Referência não. Influência talvez. Ele é um dos meus autores favoritos, mas não pensei tão conscientemente nele neste livro quanto em Feriado de Mim Mesmo, por exemplo. A coisa dos insetos, do inseticida tem mais a ver com Burroughs. O começo do livro, com o menino emergindo do quarto como um inseto envenenado tem a ver com fatos que acontecem da metade para o final do livro, e que têm uma referência explícita de Naked Lunch. O livro todo tem muito essa coisa de inseto, como uma alegoria rastejante da degradação da pureza sendo consumida, formigas no açúcar, por aí.


- Verdade que você está escrevendo um livro de contos? Como é seu processo criativo?

Sim. Está bem encaminhado. Quis fazer um livro de contos para mudar um pouco o formato, tenho cinco romances... E também porque sempre me pediam contos para antologias, principalmente fora do Brasil, e eu não tinha mais o que mandar, não gosto dos meus contos antigos, não acho que estão à altura dos meus romances. Então decidi fazer um livro de contos, mas contos longos, porque esse é o ritmo narrativo em que gosto de trabalhar. Não sou um autor de concisão, de economia, gosto do exagero, e isso acaba se refletindo também no número de páginas. Os contos são como mini-novelas de 20, 30 páginas. Quero fazer uns 10 para o livro, já tenho metade disso. Os contos também têm uma unidade temática, têm todos uma aura sexual pesada e uma certa referência sobrenatural. Basicamente, são contos sobre sexo e morte.

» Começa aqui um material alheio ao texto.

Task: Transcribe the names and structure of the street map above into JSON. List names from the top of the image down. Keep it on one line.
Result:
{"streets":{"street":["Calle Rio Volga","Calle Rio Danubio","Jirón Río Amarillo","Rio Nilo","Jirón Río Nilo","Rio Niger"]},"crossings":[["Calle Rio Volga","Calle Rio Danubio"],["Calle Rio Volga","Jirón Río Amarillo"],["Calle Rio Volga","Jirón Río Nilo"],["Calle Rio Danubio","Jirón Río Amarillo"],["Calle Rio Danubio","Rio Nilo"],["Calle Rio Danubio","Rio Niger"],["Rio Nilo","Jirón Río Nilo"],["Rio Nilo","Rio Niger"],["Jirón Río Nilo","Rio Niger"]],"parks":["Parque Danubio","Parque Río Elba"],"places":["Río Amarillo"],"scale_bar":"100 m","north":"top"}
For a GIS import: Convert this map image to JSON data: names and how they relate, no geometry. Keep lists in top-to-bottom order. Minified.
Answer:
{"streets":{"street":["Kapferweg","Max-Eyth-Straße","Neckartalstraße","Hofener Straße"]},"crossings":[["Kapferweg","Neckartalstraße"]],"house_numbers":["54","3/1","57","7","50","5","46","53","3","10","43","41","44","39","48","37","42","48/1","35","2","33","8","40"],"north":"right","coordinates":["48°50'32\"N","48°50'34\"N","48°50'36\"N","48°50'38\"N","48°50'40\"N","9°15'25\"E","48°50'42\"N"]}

- E a história de um livro infanto-juvenil? Rola isso também, em que pé está esse projeto?

O juvenil também está bem encaminhado. Mas tenho me dedicado mais ao livro de contos atualmente, preciso voltar a ele. Está com a Record, deve sair ano que vem. É um livro para adolescentes, bem soltinho, despirocado, nada careta.

- Você recebe muito material inédito de gente pedindo avaliações e sempre recomenda os concursos litériarios. É a saída mesmo? Mas e a lisura da coisa?

Não é a saída porque não há saída. Literatura não é a solução, ou melhor, a publicação não é a solução. O principal é a pessoa gostar de escrever, fazer isso por prazer; se dará certo como escritor profissional é outra coisa, que não depende só de talento. Muita gente publica, até por boas editoras, mas não faz a menor diferença porque o livro não vende, não é resenhado, o autor praticamente volta a ser inédito. Então essa tentativa desesperada de publicar como uma salvação é discutível. Eu mesmo relutava em procurar editora, tentar publicar, porque achava que o livro até podia sair, mas que não faria diferença. Achei que participar do concurso (Fundação Conrado Wessel) seria uma alternativa, talvez para o livro sair com um aval a mais. Para mim funcionou – e claro que houve toda uma batalha minha por espaço na imprensa – então recomendo isso a quem me escreve.

- Um Jabuti na estante ainda dá status? Ganhar prêmio é algo que te estimula?

Bem, é o prêmio literário de maior prestígio no Brasil. Mas a questão não é nem tão essa; por ser um mercado tão restrito não há espaço para outros prêmios, outros tipos de prêmios, outro tipo de literatura. Eu realmente não vejo sentido em concorrer com Milton Hatoum ou Chico Buarque por um prêmio – e não é por humildade nem soberba. O que eu estou fazendo não tem nada a ver com o que eles estão fazendo. É outro universo, outra forma de arte até. Claro que adoraria ganhar um Jabuti, mas não acho que tenho perfil pra isso - meu livro tem zumbis!

- Qual é a sua grande viagem na literatura?

Eu tenho prazer em criar histórias, personagens, conviver com eles diariamente, por isso o formato romance. A literatura me dá a oportunidade de materializar um universo interno, íntimo, ideal. É brincar de ser Deus, não é? Não pode ser melhor do que isso.